**What is required:**
What the answer must contain is every line of the records, exactly, with no pictures.

**Available data:**
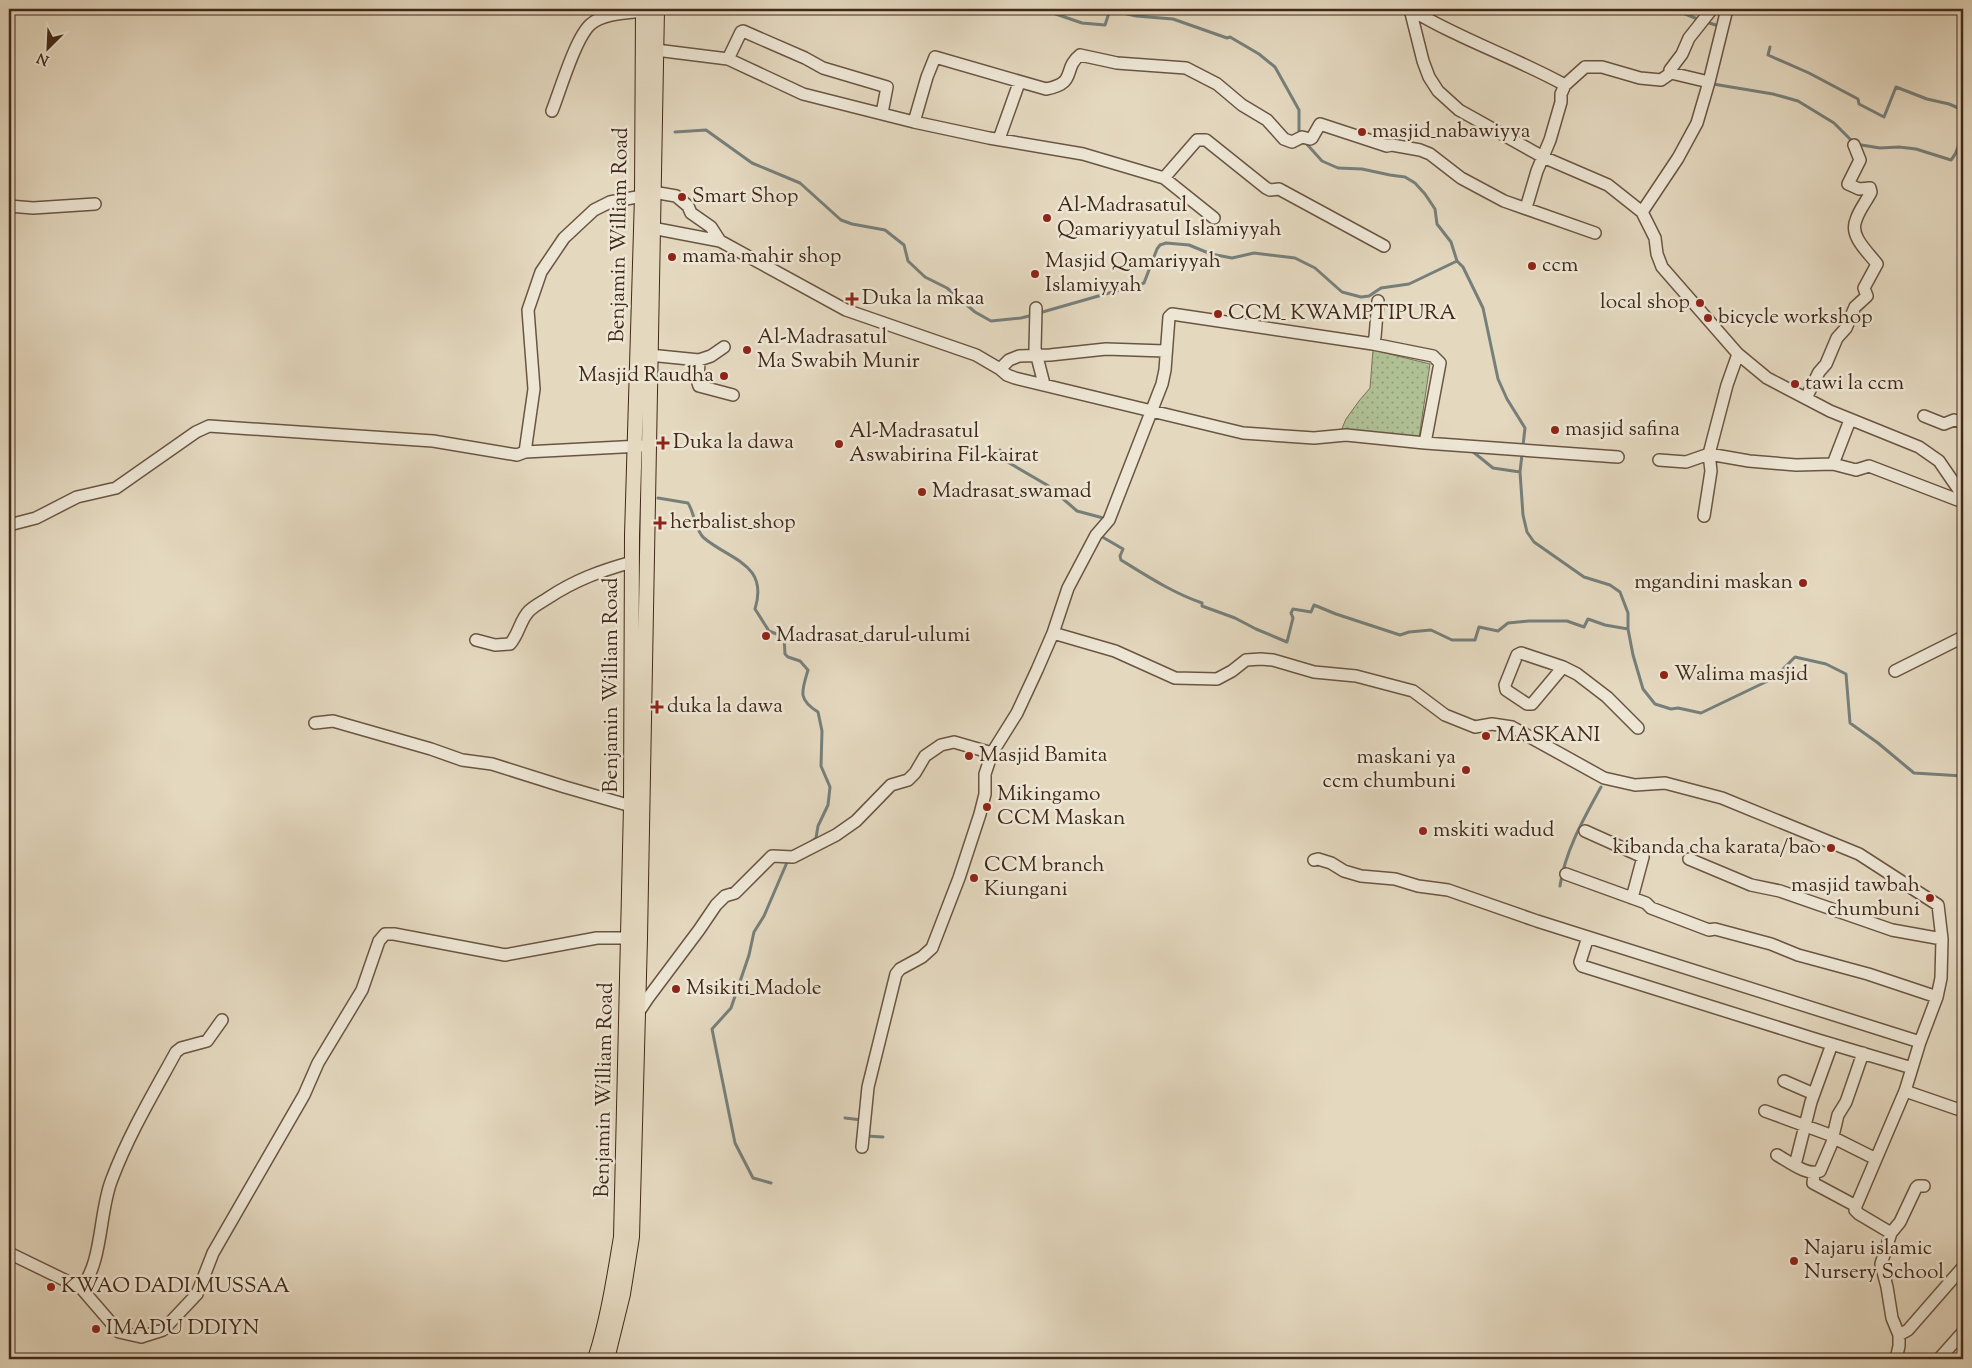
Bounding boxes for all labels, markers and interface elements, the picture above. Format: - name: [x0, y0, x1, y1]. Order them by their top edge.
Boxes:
- north arrow: [22, 22, 72, 72]
- text: N: [34, 47, 53, 69]
- place label: masjid_nabawiyya: [1372, 117, 1531, 147]
- marker: masjid_nabawiyya: [1356, 126, 1368, 138]
- street label: Benjamin William Road: [603, 127, 637, 343]
- place label: Smart Shop: [692, 182, 798, 212]
- marker: Smart Shop: [676, 191, 688, 203]
- place label: Al-Madrasatul Qamariyyatul Islamiyyah: [1057, 191, 1282, 245]
- marker: Al-Madrasatul Qamariyyatul Islamiyyah: [1041, 212, 1053, 224]
- place label: mama mahir shop: [682, 242, 841, 272]
- place label: Masjid Qamariyyah Islamiyyah: [1045, 247, 1221, 301]
- marker: mama mahir shop: [666, 251, 678, 263]
- place label: ccm: [1542, 251, 1578, 281]
- marker: ccm: [1526, 260, 1538, 272]
- marker: Masjid Qamariyyah Islamiyyah: [1029, 268, 1041, 280]
- place label: Duka la mkaa: [862, 284, 985, 314]
- place label: local shop: [1600, 288, 1690, 318]
- marker: Duka la mkaa: [846, 293, 858, 305]
- marker: local shop: [1694, 297, 1706, 309]
- place label: CCM_ KWAMPTIPURA: [1228, 299, 1456, 329]
- place label: bicycle workshop: [1718, 303, 1873, 333]
- marker: CCM_ KWAMPTIPURA: [1212, 308, 1224, 320]
- marker: bicycle workshop: [1702, 312, 1714, 324]
- place label: Al-Madrasatul Ma Swabih Munir: [757, 323, 920, 377]
- marker: Al-Madrasatul Ma Swabih Munir: [741, 344, 753, 356]
- place label: Masjid Raudha: [578, 361, 714, 391]
- place label: tawi la ccm: [1805, 369, 1904, 399]
- marker: Masjid Raudha: [718, 370, 730, 382]
- marker: tawi la ccm: [1789, 378, 1801, 390]
- place label: masjid safina: [1565, 415, 1680, 445]
- place label: Al-Madrasatul Aswabirina Fil-kairat: [849, 417, 1039, 471]
- marker: masjid safina: [1549, 424, 1561, 436]
- place label: Duka la dawa: [673, 428, 794, 458]
- marker: Duka la dawa: [657, 437, 669, 449]
- marker: Al-Madrasatul Aswabirina Fil-kairat: [833, 438, 845, 450]
- place label: Madrasat_swamad: [932, 477, 1092, 507]
- marker: Madrasat_swamad: [916, 486, 928, 498]
- place label: herbalist_shop: [670, 508, 796, 538]
- marker: herbalist_shop: [654, 517, 666, 529]
- place label: mgandini maskan: [1634, 568, 1793, 598]
- street label: Benjamin William Road: [597, 577, 627, 793]
- marker: mgandini maskan: [1797, 577, 1809, 589]
- place label: Madrasat_darul-ulumi: [776, 621, 970, 651]
- marker: Madrasat_darul-ulumi: [760, 630, 772, 642]
- place label: Walima masjid: [1674, 660, 1808, 690]
- marker: Walima masjid: [1658, 669, 1670, 681]
- place label: duka la dawa: [667, 692, 783, 722]
- marker: duka la dawa: [651, 701, 663, 713]
- place label: MASKANI: [1496, 721, 1601, 751]
- marker: MASKANI: [1480, 730, 1492, 742]
- place label: Masjid Bamita: [979, 741, 1108, 771]
- place label: maskani ya ccm chumbuni: [1322, 743, 1456, 797]
- marker: Masjid Bamita: [963, 750, 975, 762]
- marker: maskani ya ccm chumbuni: [1460, 764, 1472, 776]
- place label: Mikingamo CCM Maskan: [997, 780, 1125, 834]
- marker: Mikingamo CCM Maskan: [981, 801, 993, 813]
- place label: mskiti wadud: [1433, 816, 1554, 846]
- marker: mskiti wadud: [1417, 825, 1429, 837]
- place label: kibanda cha karata/bao: [1613, 833, 1821, 863]
- marker: kibanda cha karata/bao: [1825, 842, 1837, 854]
- place label: CCM branch Kiungani: [984, 851, 1105, 905]
- place label: masjid tawbah chumbuni: [1791, 871, 1920, 925]
- marker: CCM branch Kiungani: [968, 872, 980, 884]
- marker: masjid tawbah chumbuni: [1924, 892, 1936, 904]
- place label: Msikiti_Madole: [686, 974, 822, 1004]
- street label: Benjamin William Road: [588, 982, 622, 1198]
- marker: Msikiti_Madole: [670, 983, 682, 995]
- place label: Najaru islamic Nursery School: [1804, 1234, 1944, 1288]
- marker: Najaru islamic Nursery School: [1788, 1255, 1800, 1267]
- place label: KWAO DADI MUSSAA: [61, 1272, 290, 1302]
- marker: KWAO DADI MUSSAA: [45, 1281, 57, 1293]
- place label: IMADU DDIYN: [106, 1314, 260, 1344]
- marker: IMADU DDIYN: [90, 1323, 102, 1335]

**Task response:**
Bounding boxes for all labels, markers and interface elements, the picture above. Format: - name: [x0, y0, x1, y1]. Order them by their top edge.
Boxes:
- north arrow: [22, 22, 72, 72]
- text: N: [34, 47, 53, 69]
- place label: masjid_nabawiyya: [1372, 117, 1531, 147]
- marker: masjid_nabawiyya: [1356, 126, 1368, 138]
- street label: Benjamin William Road: [603, 127, 637, 343]
- place label: Smart Shop: [692, 182, 798, 212]
- marker: Smart Shop: [676, 191, 688, 203]
- place label: Al-Madrasatul Qamariyyatul Islamiyyah: [1057, 191, 1282, 245]
- marker: Al-Madrasatul Qamariyyatul Islamiyyah: [1041, 212, 1053, 224]
- place label: mama mahir shop: [682, 242, 841, 272]
- place label: Masjid Qamariyyah Islamiyyah: [1045, 247, 1221, 301]
- marker: mama mahir shop: [666, 251, 678, 263]
- place label: ccm: [1542, 251, 1578, 281]
- marker: ccm: [1526, 260, 1538, 272]
- marker: Masjid Qamariyyah Islamiyyah: [1029, 268, 1041, 280]
- place label: Duka la mkaa: [862, 284, 985, 314]
- place label: local shop: [1600, 288, 1690, 318]
- marker: Duka la mkaa: [846, 293, 858, 305]
- marker: local shop: [1694, 297, 1706, 309]
- place label: CCM_ KWAMPTIPURA: [1228, 299, 1456, 329]
- place label: bicycle workshop: [1718, 303, 1873, 333]
- marker: CCM_ KWAMPTIPURA: [1212, 308, 1224, 320]
- marker: bicycle workshop: [1702, 312, 1714, 324]
- place label: Al-Madrasatul Ma Swabih Munir: [757, 323, 920, 377]
- marker: Al-Madrasatul Ma Swabih Munir: [741, 344, 753, 356]
- place label: Masjid Raudha: [578, 361, 714, 391]
- place label: tawi la ccm: [1805, 369, 1904, 399]
- marker: Masjid Raudha: [718, 370, 730, 382]
- marker: tawi la ccm: [1789, 378, 1801, 390]
- place label: masjid safina: [1565, 415, 1680, 445]
- place label: Al-Madrasatul Aswabirina Fil-kairat: [849, 417, 1039, 471]
- marker: masjid safina: [1549, 424, 1561, 436]
- place label: Duka la dawa: [673, 428, 794, 458]
- marker: Duka la dawa: [657, 437, 669, 449]
- marker: Al-Madrasatul Aswabirina Fil-kairat: [833, 438, 845, 450]
- place label: Madrasat_swamad: [932, 477, 1092, 507]
- marker: Madrasat_swamad: [916, 486, 928, 498]
- place label: herbalist_shop: [670, 508, 796, 538]
- marker: herbalist_shop: [654, 517, 666, 529]
- place label: mgandini maskan: [1634, 568, 1793, 598]
- street label: Benjamin William Road: [597, 577, 627, 793]
- marker: mgandini maskan: [1797, 577, 1809, 589]
- place label: Madrasat_darul-ulumi: [776, 621, 970, 651]
- marker: Madrasat_darul-ulumi: [760, 630, 772, 642]
- place label: Walima masjid: [1674, 660, 1808, 690]
- marker: Walima masjid: [1658, 669, 1670, 681]
- place label: duka la dawa: [667, 692, 783, 722]
- marker: duka la dawa: [651, 701, 663, 713]
- place label: MASKANI: [1496, 721, 1601, 751]
- marker: MASKANI: [1480, 730, 1492, 742]
- place label: Masjid Bamita: [979, 741, 1108, 771]
- place label: maskani ya ccm chumbuni: [1322, 743, 1456, 797]
- marker: Masjid Bamita: [963, 750, 975, 762]
- marker: maskani ya ccm chumbuni: [1460, 764, 1472, 776]
- place label: Mikingamo CCM Maskan: [997, 780, 1125, 834]
- marker: Mikingamo CCM Maskan: [981, 801, 993, 813]
- place label: mskiti wadud: [1433, 816, 1554, 846]
- marker: mskiti wadud: [1417, 825, 1429, 837]
- place label: kibanda cha karata/bao: [1613, 833, 1821, 863]
- marker: kibanda cha karata/bao: [1825, 842, 1837, 854]
- place label: CCM branch Kiungani: [984, 851, 1105, 905]
- place label: masjid tawbah chumbuni: [1791, 871, 1920, 925]
- marker: CCM branch Kiungani: [968, 872, 980, 884]
- marker: masjid tawbah chumbuni: [1924, 892, 1936, 904]
- place label: Msikiti_Madole: [686, 974, 822, 1004]
- street label: Benjamin William Road: [588, 982, 622, 1198]
- marker: Msikiti_Madole: [670, 983, 682, 995]
- place label: Najaru islamic Nursery School: [1804, 1234, 1944, 1288]
- marker: Najaru islamic Nursery School: [1788, 1255, 1800, 1267]
- place label: KWAO DADI MUSSAA: [61, 1272, 290, 1302]
- marker: KWAO DADI MUSSAA: [45, 1281, 57, 1293]
- place label: IMADU DDIYN: [106, 1314, 260, 1344]
- marker: IMADU DDIYN: [90, 1323, 102, 1335]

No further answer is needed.